二日酔いを防ぐための方法はあるか。産業医の池井佑丞さんは「近年の研究で、二日酔いの重症度は飲酒量だけで決まるわけではないことが明らかになってきた。
事前の準備や適切なヘルスケアで、多くの場合は負担を軽減できる」という――。
■二日酔いは複数のメカニズムが重なって起こる
年末年始は、忘年会や新年会、久しぶりの友人との集まりなど、お酒を飲む機会が一気に増える季節です。しかし、楽しい時間を過ごした翌朝、二日酔いで頭痛や吐き気に襲われ、大事な会議や業務に支障をきたした経験があるという方は少なくないでしょう。
国内の調査によると、飲酒が翌日の仕事のパフォーマンスに影響すると回答した人は6割に上ることが報告されています(武蔵精密工業,2023)。
二日酔いは単なる「飲みすぎ」として片付けられがちですが、実際には仕事のパフォーマンスに影響を及ぼす社会的リスクでもあるのです。

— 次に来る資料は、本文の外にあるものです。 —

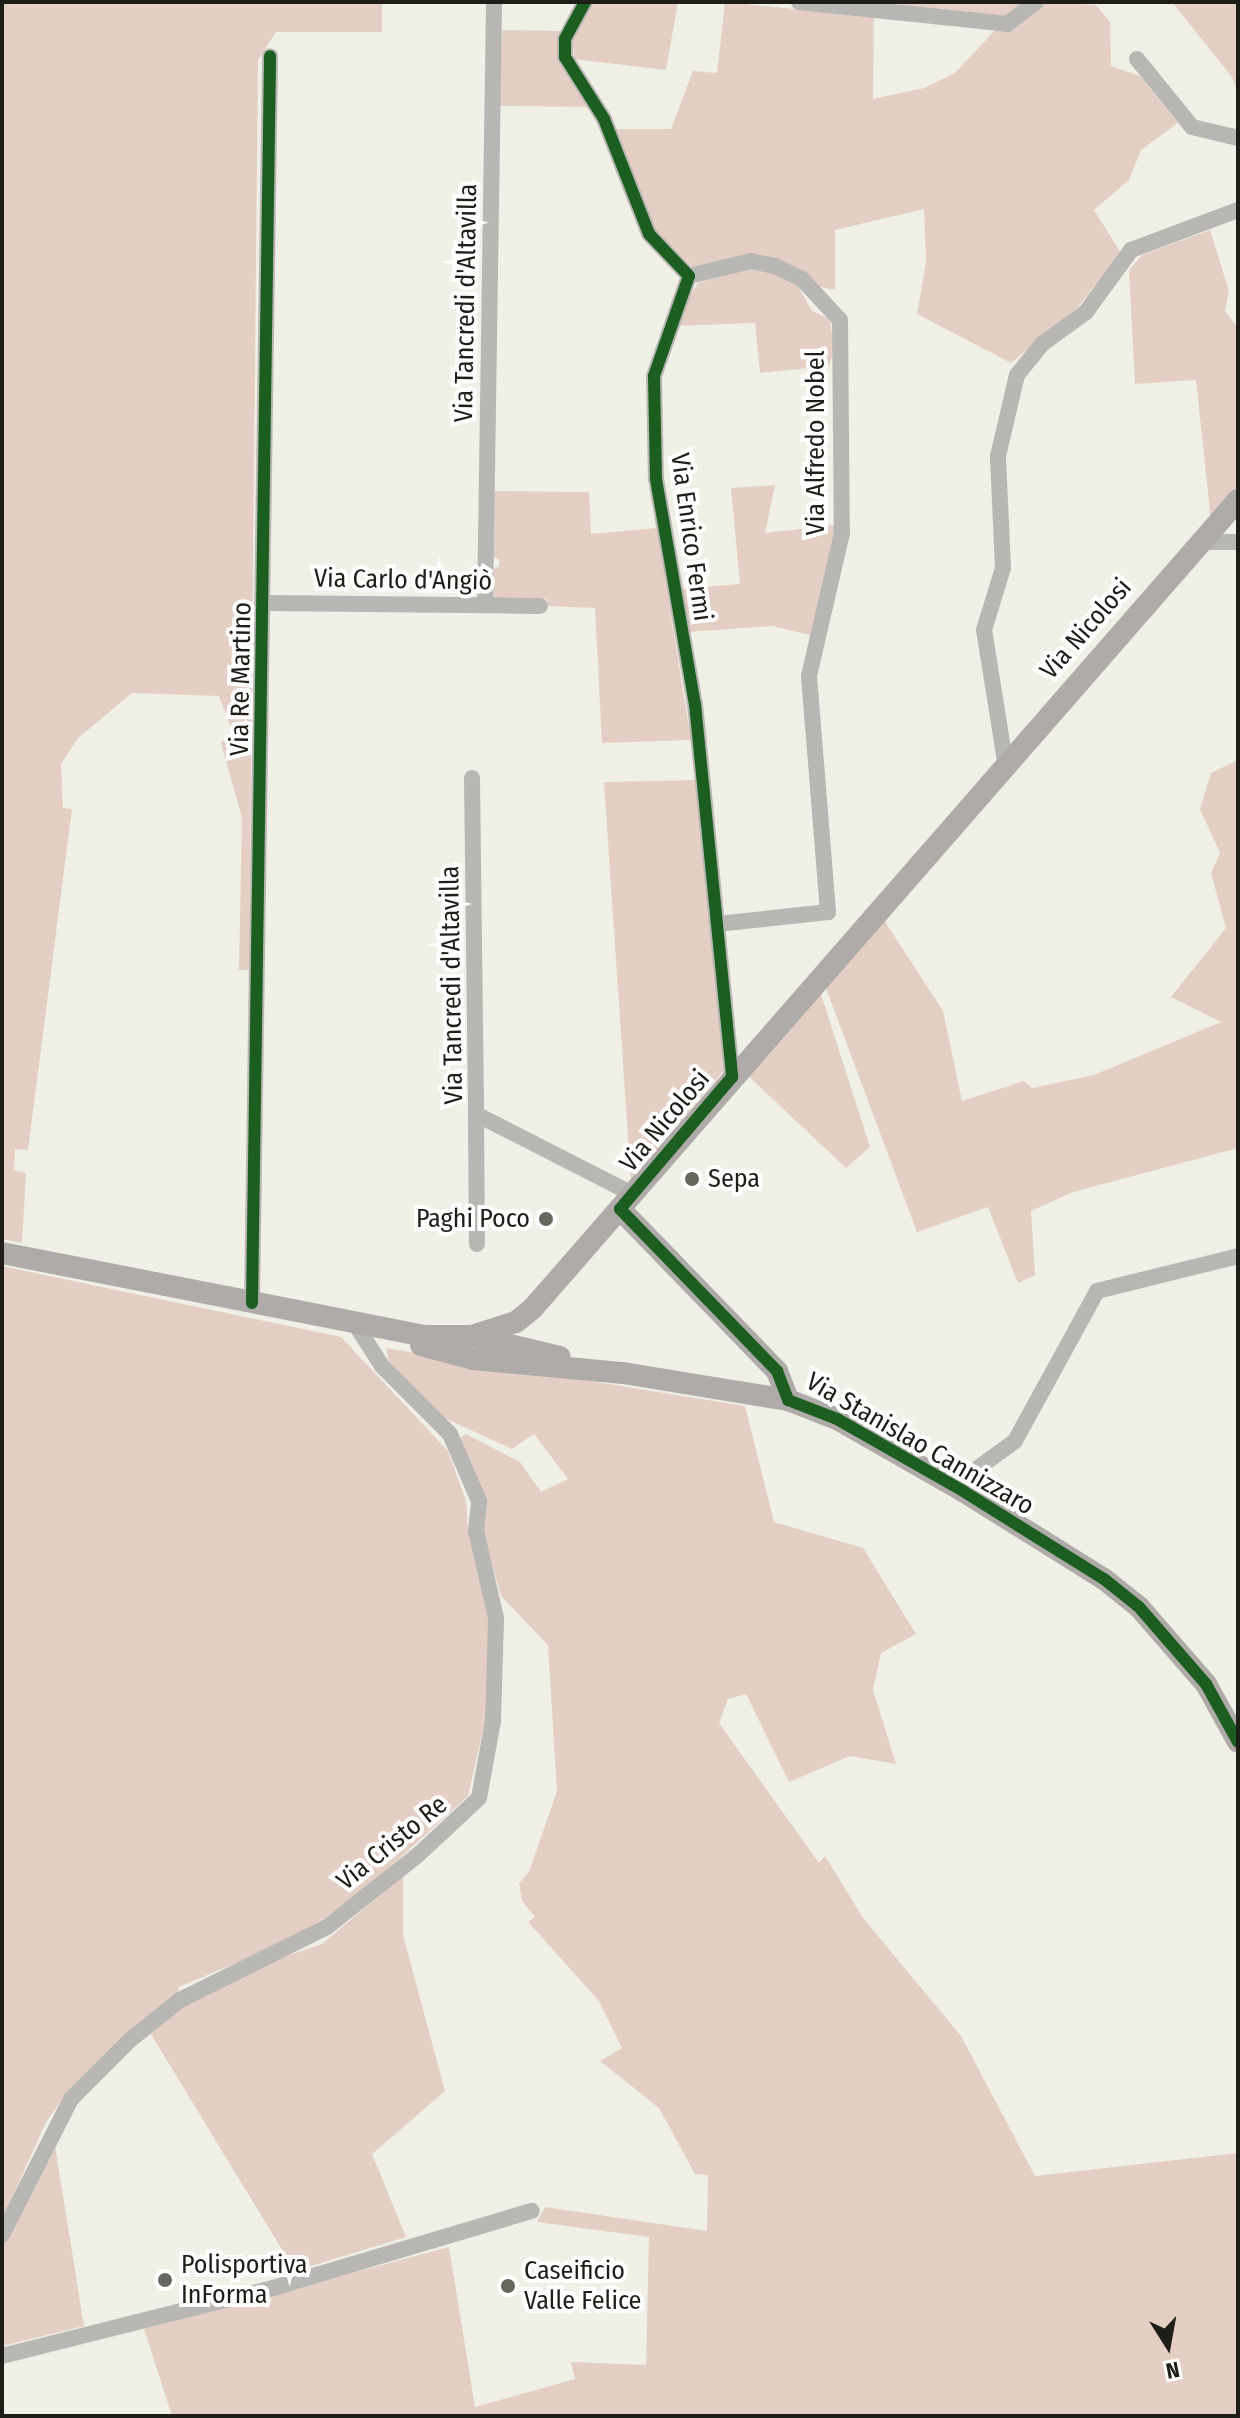 <!DOCTYPE html>
<html>
<head>
<meta charset="utf-8">
<style>
  body { margin:0 }
  #map { position:relative; width:1240px; height:2418px; overflow:hidden; background:#f1f0e6; font-family:"Fira Sans Condensed",sans-serif }
  div>[style] { position:absolute }
  .green>* { inset:0; background:#e5cfc4 }
  .street>* { height:16px; margin:-8px; padding:0 8px; transform-origin:8px; border-radius:8px; background:#b8b7b4 }
  .secondary>* { height:22px; margin:-11px; padding:0 11px; transform-origin:11px; border-radius:11px; background:#aeaba8 }
  .cycleway>* { height:12px; margin:-6px; padding:0 6px; transform-origin:6px; border-radius:6px; background:#1b5e20 }
  .dots>* { width:22px; height:22px; translate:-50% -50%; box-sizing:border-box; border:4px solid #fff; border-radius:50% }
  span { translate:-50% -50%; white-space:nowrap; text-align:center; line-height:1.15; -webkit-text-stroke:8px #fff; paint-order:stroke }
  .street-label { font-size:26px; color:#1e1d17 }
  .poi-label { font-size:26px; color:#1e1d17 }
  .left { translate:0 -50%; text-align:left }
  .right { translate:-100% -50%; text-align:right }
  .frame { position:absolute; inset:0; border:4px solid #1e1d17; pointer-events:none }
  .north { position:absolute; left:1128px; top:2306px; width:80px; height:80px; -webkit-text-stroke:6px #fff; paint-order:stroke; rotate:169deg; font-size:22px; font-weight:700; line-height:32px; text-align:center; color:#1e1d17 }
  .north::after { content:''; display:block; margin:auto; width:28px; height:36px; background:#1e1d17; clip-path:polygon(50% 0,100% 100%,50% 72%,0 100%) }
</style>
</head>
<body>
<div id="map">
  <div class="green">
    <i style="clip-path:polygon(2px 2px,382px 2px,382px 32px,276px 32px,258px 60px,249px 970px,239px 970px,242px 818px,221px 743px,232px 730px,219px 696px,132px 693px,78px 738px,61px 764px,63px 808px,72px 809px,28px 1150px,15px 1149px,14px 1170px,26px 1173px,22px 1243px,2px 1239px)"></i>
    <i style="clip-path:polygon(594px 2px,678px 2px,666px 70px,574px 59px,573px 38px)"></i>
    <i style="clip-path:polygon(725px 2px,874px 17px,873px 99px,924px 88px,955px 73px,997px 28px,1041px 2px,1096px 5px,1110px 22px,1111px 66px,1140px 76px,1178px 123px,1141px 150px,1129px 180px,1094px 210px,1121px 253px,1078px 307px,1011px 363px,917px 314px,926px 262px,924px 209px,835px 230px,835px 289px,829px 289px,725px 260px,693px 267px,648px 225px,614px 129px,671px 129px,693px 71px,717px 73px)"></i>
    <i style="clip-path:polygon(902px 2px,1029px 2px,1010px 18px,901px 8px)"></i>
    <i style="clip-path:polygon(1172px 2px,1238px 2px,1238px 94px,1232px 77px)"></i>
    <i style="clip-path:polygon(502px 30px,562px 31px,591px 107px,499px 106px)"></i>
    <i style="clip-path:polygon(1210px 230px,1229px 291px,1225px 311px,1238px 328px,1238px 489px,1211px 521px,1196px 380px,1135px 384px,1129px 270px,1142px 255px)"></i>
    <i style="clip-path:polygon(756px 266px,795px 281px,812px 311px,830px 319px,834px 350px,829px 366px,760px 373px,755px 323px,674px 326px,698px 283px)"></i>
    <i style="clip-path:polygon(775px 485px,765px 533px,836px 525px,814px 636px,772px 626px,688px 632px,681px 589px,740px 584px,731px 488px)"></i>
    <i style="clip-path:polygon(494px 491px,589px 492px,591px 534px,657px 528px,691px 740px,602px 743px,595px 608px,548px 606px,547px 599px,493px 599px,492px 569px,499px 567px,499px 559px,493px 557px)"></i>
    <i style="clip-path:polygon(1238px 760px,1238px 1148px,1073px 1192px,1031px 1211px,1035px 1275px,1018px 1283px,988px 1207px,917px 1232px,824px 983px,882px 917px,943px 1011px,962px 1101px,1024px 1081px,1032px 1088px,1094px 1075px,1221px 1022px,1171px 997px,1226px 928px,1211px 873px,1220px 853px,1200px 809px,1211px 773px)"></i>
    <i style="clip-path:polygon(697px 780px,725px 1069px,631px 1182px,604px 782px)"></i>
    <i style="clip-path:polygon(819px 988px,870px 1147px,846px 1168px,745px 1073px)"></i>
    <i style="clip-path:polygon(2px 1266px,341px 1337px,448px 1451px,466px 1501px,468px 1531px,491px 1616px,486px 1717px,468px 1796px,378px 1878px,302px 1935px,179px 1987px,178px 1995px,64px 2097px,46px 2122px,2px 2220px)"></i>
    <i style="clip-path:polygon(386px 1348px,745px 1406px,774px 1522px,863px 1548px,916px 1634px,881px 1653px,873px 1690px,896px 1764px,850px 1756px,789px 1782px,746px 1694px,728px 1699px,719px 1723px,819px 1863px,825px 1856px,863px 1918px,961px 2036px,1035px 2176px,1238px 2153px,1238px 2416px,172px 2416px,144px 2329px,449px 2247px,475px 2407px,575px 2379px,571px 2362px,646px 2365px,649px 2237px,537px 2222px,545px 2207px,707px 2231px,708px 2175px,695px 2174px,659px 2108px,600px 2061px,622px 2048px,599px 2001px,528px 1922px,535px 1917px,522px 1901px,519px 1883px,529px 1872px,557px 1791px,548px 1645px,501px 1596px,457px 1440px,466px 1434px,520px 1462px,541px 1492px,568px 1479px,534px 1434px,512px 1449px,440px 1416px,389px 1362px)"></i>
    <i style="clip-path:polygon(403px 1876px,403px 1935px,445px 2091px,372px 2154px,406px 2237px,295px 2271px,149px 2031px,176px 2010px,263px 1964px,322px 1944px)"></i>
    <i style="clip-path:polygon(54px 2140px,84px 2326px,2px 2346px,2px 2244px)"></i>
  </div>
  <div class="street">
    <i style="left:585px;top:2px;width:42px;rotate:118.4deg"></i>
    <i style="left:565px;top:39px;width:18px;rotate:90deg"></i>
    <i style="left:565px;top:57px;width:73px;rotate:57.8deg"></i>
    <i style="left:604px;top:119px;width:123px;rotate:68.6deg"></i>
    <i style="left:649px;top:234px;width:58px;rotate:46.4deg"></i>
    <i style="left:689px;top:276px;width:106px;rotate:109.3deg"></i>
    <i style="left:654px;top:376px;width:103px;rotate:88.9deg"></i>
    <i style="left:656px;top:479px;width:228px;rotate:80.2deg"></i>
    <i style="left:695px;top:704px;width:375px;rotate:84.3deg"></i>
    <i style="left:799px;top:2px;width:209px;rotate:6deg"></i>
    <i style="left:1007px;top:24px;width:36px;rotate:-37deg"></i>
    <i style="left:1137px;top:59px;width:87px;rotate:51deg"></i>
    <i style="left:1192px;top:127px;width:47px;rotate:13.4deg"></i>
    <i style="left:689px;top:276px;width:64px;rotate:-13.6deg"></i>
    <i style="left:751px;top:261px;width:25px;rotate:12deg"></i>
    <i style="left:775px;top:266px;width:30px;rotate:26deg"></i>
    <i style="left:802px;top:279px;width:56px;rotate:47.2deg"></i>
    <i style="left:840px;top:320px;width:213px;rotate:89.5deg"></i>
    <i style="left:842px;top:533px;width:147px;rotate:103deg"></i>
    <i style="left:809px;top:676px;width:237px;rotate:85.4deg"></i>
    <i style="left:828px;top:912px;width:111px;rotate:173.8deg"></i>
    <i style="left:1199px;top:542px;width:39px"></i>
    <i style="left:265px;top:603px;width:275px;rotate:0.6deg"></i>
    <i style="left:485px;top:605px;width:603px;rotate:-89.14deg"></i>
    <i style="left:1006px;top:767px;width:139px;rotate:-99.1deg"></i>
    <i style="left:984px;top:630px;width:65px;rotate:-73deg"></i>
    <i style="left:1003px;top:568px;width:112px;rotate:-92.6deg"></i>
    <i style="left:998px;top:456px;width:83px;rotate:-76.8deg"></i>
    <i style="left:1017px;top:375px;width:40px;rotate:-51deg"></i>
    <i style="left:1042px;top:344px;width:54px;rotate:-36deg"></i>
    <i style="left:1086px;top:312px;width:77px;rotate:-54deg"></i>
    <i style="left:1131px;top:250px;width:114px;rotate:-20.5deg"></i>
    <i style="left:472px;top:778px;width:336px;rotate:89.3deg"></i>
    <i style="left:476px;top:1114px;width:175px;rotate:27.1deg"></i>
    <i style="left:476px;top:1114px;width:130px;rotate:89.6deg"></i>
    <i style="left:252px;top:1303px;width:1247px;rotate:-89.17deg"></i>
    <i style="left:963px;top:1491px;width:27px;rotate:-57deg"></i>
    <i style="left:978px;top:1468px;width:46px;rotate:-36.1deg"></i>
    <i style="left:1015px;top:1441px;width:171px;rotate:-61.3deg"></i>
    <i style="left:1097px;top:1291px;width:145px;rotate:-13.9deg"></i>
    <i style="left:2px;top:2235px;width:153px;rotate:-63.1deg"></i>
    <i style="left:71px;top:2099px;width:83px;rotate:-45deg"></i>
    <i style="left:130px;top:2040px;width:64px;rotate:-38.7deg"></i>
    <i style="left:180px;top:2000px;width:164px;rotate:-26.4deg"></i>
    <i style="left:327px;top:1927px;width:116px;rotate:-38.4deg"></i>
    <i style="left:418px;top:1855px;width:83px;rotate:-43.1deg"></i>
    <i style="left:479px;top:1798px;width:78px;rotate:-79.7deg"></i>
    <i style="left:493px;top:1721px;width:103px;rotate:-88.3deg"></i>
    <i style="left:496px;top:1618px;width:89px;rotate:-102.9deg"></i>
    <i style="left:476px;top:1531px;width:30px;rotate:-84deg"></i>
    <i style="left:479px;top:1501px;width:73px;rotate:-113.4deg"></i>
    <i style="left:450px;top:1434px;width:96px;rotate:-135deg"></i>
    <i style="left:382px;top:1366px;width:50px;rotate:-122.7deg"></i>
    <i style="left:2px;top:2356px;width:279px;rotate:-14.1deg"></i>
    <i style="left:273px;top:2288px;width:270px;rotate:-16.6deg"></i>
  </div>
  <div class="secondary">
    <i style="left:620px;top:1209px;width:226px;rotate:45.9deg"></i>
    <i style="left:777px;top:1371px;width:31px;rotate:69deg"></i>
    <i style="left:788px;top:1400px;width:53px;rotate:21.2deg"></i>
    <i style="left:837px;top:1419px;width:145px;rotate:29.7deg"></i>
    <i style="left:963px;top:1491px;width:166px;rotate:32deg"></i>
    <i style="left:1104px;top:1579px;width:45px;rotate:38.7deg"></i>
    <i style="left:1139px;top:1607px;width:102px;rotate:49deg"></i>
    <i style="left:1206px;top:1684px;width:66px;rotate:61.1deg"></i>
    <i style="left:2px;top:1253px;width:432px;rotate:11.1deg"></i>
    <i style="left:426px;top:1336px;width:46px"></i>
    <i style="left:472px;top:1336px;width:46px;rotate:-17.7deg"></i>
    <i style="left:516px;top:1322px;width:22px;rotate:-39deg"></i>
    <i style="left:533px;top:1308px;width:1072px;rotate:-48.89deg"></i>
    <i style="left:477px;top:1337px;width:85px;rotate:13.5deg"></i>
    <i style="left:421px;top:1345px;width:55px;rotate:14.8deg"></i>
    <i style="left:474px;top:1359px;width:150px;rotate:5.4deg"></i>
    <i style="left:623px;top:1373px;width:167px;rotate:9.3deg"></i>
  </div>
  <div class="cycleway">
    <i style="left:585px;top:2px;width:42px;rotate:118.4deg"></i>
    <i style="left:565px;top:39px;width:18px;rotate:90deg"></i>
    <i style="left:565px;top:57px;width:73px;rotate:57.8deg"></i>
    <i style="left:604px;top:119px;width:123px;rotate:68.6deg"></i>
    <i style="left:649px;top:234px;width:58px;rotate:46.4deg"></i>
    <i style="left:689px;top:276px;width:106px;rotate:109.3deg"></i>
    <i style="left:654px;top:376px;width:103px;rotate:88.9deg"></i>
    <i style="left:656px;top:479px;width:228px;rotate:80.2deg"></i>
    <i style="left:695px;top:704px;width:375px;rotate:84.3deg"></i>
    <i style="left:732px;top:1077px;width:173px;rotate:130.3deg"></i>
    <i style="left:620px;top:1209px;width:226px;rotate:45.9deg"></i>
    <i style="left:777px;top:1371px;width:31px;rotate:69deg"></i>
    <i style="left:788px;top:1400px;width:53px;rotate:21.2deg"></i>
    <i style="left:837px;top:1419px;width:145px;rotate:29.7deg"></i>
    <i style="left:963px;top:1491px;width:166px;rotate:32deg"></i>
    <i style="left:1104px;top:1579px;width:45px;rotate:38.7deg"></i>
    <i style="left:1139px;top:1607px;width:102px;rotate:49deg"></i>
    <i style="left:1206px;top:1684px;width:66px;rotate:61.1deg"></i>
    <i style="left:252px;top:1303px;width:1247px;rotate:-89.17deg"></i>
  </div>
  <div class="dots">
    <i style="left:692px;top:1179px;background:#68675f"></i>
    <i style="left:546px;top:1219px;background:#68675f"></i>
    <i style="left:165px;top:2280px;background:#68675f"></i>
    <i style="left:508px;top:2286px;background:#68675f"></i>
  </div>
  <div class="street-label">
    <span style="left:466px;top:303px;rotate:-89deg">Via Tancredi d'Altavilla</span>
    <span style="left:816px;top:443px;rotate:-90deg">Via Alfredo Nobel</span>
    <span style="left:691px;top:537px;rotate:82deg">Via Enrico Fermi</span>
    <span style="left:403px;top:580px;rotate:1deg">Via Carlo d'Angiò</span>
    <span style="left:1086px;top:629px;rotate:-49deg">Via Nicolosi</span>
    <span style="left:241px;top:679px;rotate:-89deg">Via Re Martino</span>
    <span style="left:452px;top:985px;rotate:-91deg">Via Tancredi d'Altavilla</span>
    <span style="left:665px;top:1121px;rotate:-50deg">Via Nicolosi</span>
    <span style="left:920px;top:1444px;rotate:30deg">Via Stanislao Cannizzaro</span>
    <span style="left:392px;top:1843px;rotate:-39deg">Via Cristo Re</span>
  </div>
  <div class="poi-label">
    <span class="left" style="left:708px;top:1179px">Sepa</span>
    <span class="right" style="left:530px;top:1219px">Paghi Poco</span>
    <span class="left" style="left:181px;top:2280px">Polisportiva<br>InForma</span>
    <span class="left" style="left:524px;top:2286px">Caseificio<br>Valle Felice</span>
  </div>
  <div class="frame"></div>
  <div class="north">N</div>
</div>
</body>
</html>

二日酔いは、アセトアルデヒドの蓄積、脱水、睡眠の質の低下など、複数の生理学的メカニズムが重なって起こる現象です。これらの仕組みを理解し、適切な対策を講じることで、二日酔いは十分に予防可能になります。
今回は、二日酔いが起こる背景を解説するとともに、お酒と上手に付き合うための具体的な方法をご紹介します。
■日本人の4割は二日酔いを起こしやすい
二日酔いの症状には、頭痛、吐き気、倦怠感、のどの渇き、集中力の低下などさまざまなものがあります。これらは単一の原因によるものではなく、体内で同時進行する複数の生理学的変化が重なって起こると考えられています。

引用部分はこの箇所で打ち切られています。